For instance, I work in an ICU and our nurse to patient ratio is either 1:1 or 1:2; the other day 4 out of the 5 doubles (1:2) were assigned to men. On the same day, a female nurse said "We can get so and so to help, he's a big strong guy." I responded that I felt that was sexism and the nurse said "Are you saying that men aren't physically stronger than women." I replied that I agreed that, in general, men are stronger than women; however, they are not immune to back injuries or repeatative stress injuries. We are friends and this was a friendly and playful discussion.

I think part of what motivated me to post this topic is the Oregon poster to recruit men into nursing because more men in nursing would change the current culture. Nursing is female dominated; therfore, so is the culture. Most men (especially the real men to whom this poster is directed) are not used to being the "underdog" or to working in an environment where their way of dealing with stress may be viewed as inappropriate. The adjustment can be difficult. I have talked to other men I work with and most have agreed (quietly), but it isn't something that is talked about. I thought that this would be a great forum in which to discuss this topic.

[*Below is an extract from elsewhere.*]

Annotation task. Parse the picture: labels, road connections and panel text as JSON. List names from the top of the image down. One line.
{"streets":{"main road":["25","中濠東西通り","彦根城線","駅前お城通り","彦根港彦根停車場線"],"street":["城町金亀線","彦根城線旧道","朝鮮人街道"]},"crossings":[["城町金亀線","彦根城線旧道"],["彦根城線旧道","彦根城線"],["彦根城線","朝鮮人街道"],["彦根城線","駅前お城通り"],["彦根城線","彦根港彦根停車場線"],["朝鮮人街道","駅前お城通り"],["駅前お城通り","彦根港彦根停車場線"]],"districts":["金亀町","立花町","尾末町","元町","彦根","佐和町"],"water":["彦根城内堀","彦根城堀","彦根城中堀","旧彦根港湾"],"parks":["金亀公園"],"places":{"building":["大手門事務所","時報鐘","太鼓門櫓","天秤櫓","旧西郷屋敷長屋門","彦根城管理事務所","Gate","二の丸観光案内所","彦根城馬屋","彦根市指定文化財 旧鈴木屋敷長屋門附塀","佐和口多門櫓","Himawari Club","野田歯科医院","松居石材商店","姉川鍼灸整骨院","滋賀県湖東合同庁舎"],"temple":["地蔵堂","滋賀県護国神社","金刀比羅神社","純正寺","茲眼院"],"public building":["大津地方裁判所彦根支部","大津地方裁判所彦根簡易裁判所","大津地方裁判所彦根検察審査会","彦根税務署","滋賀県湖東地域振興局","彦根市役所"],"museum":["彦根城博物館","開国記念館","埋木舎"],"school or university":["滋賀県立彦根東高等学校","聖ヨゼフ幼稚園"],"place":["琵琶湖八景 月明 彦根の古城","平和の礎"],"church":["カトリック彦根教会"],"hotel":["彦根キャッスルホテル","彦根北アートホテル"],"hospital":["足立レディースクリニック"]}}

My aim is not to attack female nurses or to be confrontational, it is to discuss this topic openly as I feel it to be important.

Yes fergus- And with that Im outta here.

It' so odd to me that most people who go out and shoot up a bunch of folks out of "anger" are white men? I know, I know, the BIG exception is the snipers in Va, Md.............low tolerance for frustration?

To those of you who keep asking the question "where is the sexism in nursing".

I'm tired of giving you examples. I think it is evident that you do not wish to admit that this problem exists because you would like for it to remain that way or because you are guilty of sexism against male nurses and have a need to rationalize and moralize it.

As to the people that keep bringing up the patients right to choose. Please read the several posts when I have stated and restated my position that I believe patients have the ultimate right to refuse nurses weather it be because of gender, race, bad breath, funny hair, ugly pants or what ever.

My issue is with the underlying bias that causes NURSES to continually raise the subject of patient's right to choose in order to defend their personal bias. None of my posts are directed at patients. If you re-read the pages of posts on this subject you'll notice that valid points are made about sexism in nursing and they are then countered with rhetoric or semanticisum and redirected into to other issues. Patient choice, child abuse, anatomical differences and a few other subjects have been used to dilute the issue. Yes discrimination does exist in nursing and these are all attempts to convince others that it does not or is not that bad.

As for those of you who have twisted my words to imply I argue that sexism is only a nursing issue. I say that "this is a nursing issue" because your responses to this thread were nursing opinions coming from nurses on a nursing board and the only time patients came into the discussion was when you used them to validate your nursing opinions regarding male nurses.

As for those of you who accuse me of having a political agenda, perhaps there is some truth to that. However, I fail to see how you can think that discussing this "agenda" on a nursing board qualifies as letting it effect my patient care.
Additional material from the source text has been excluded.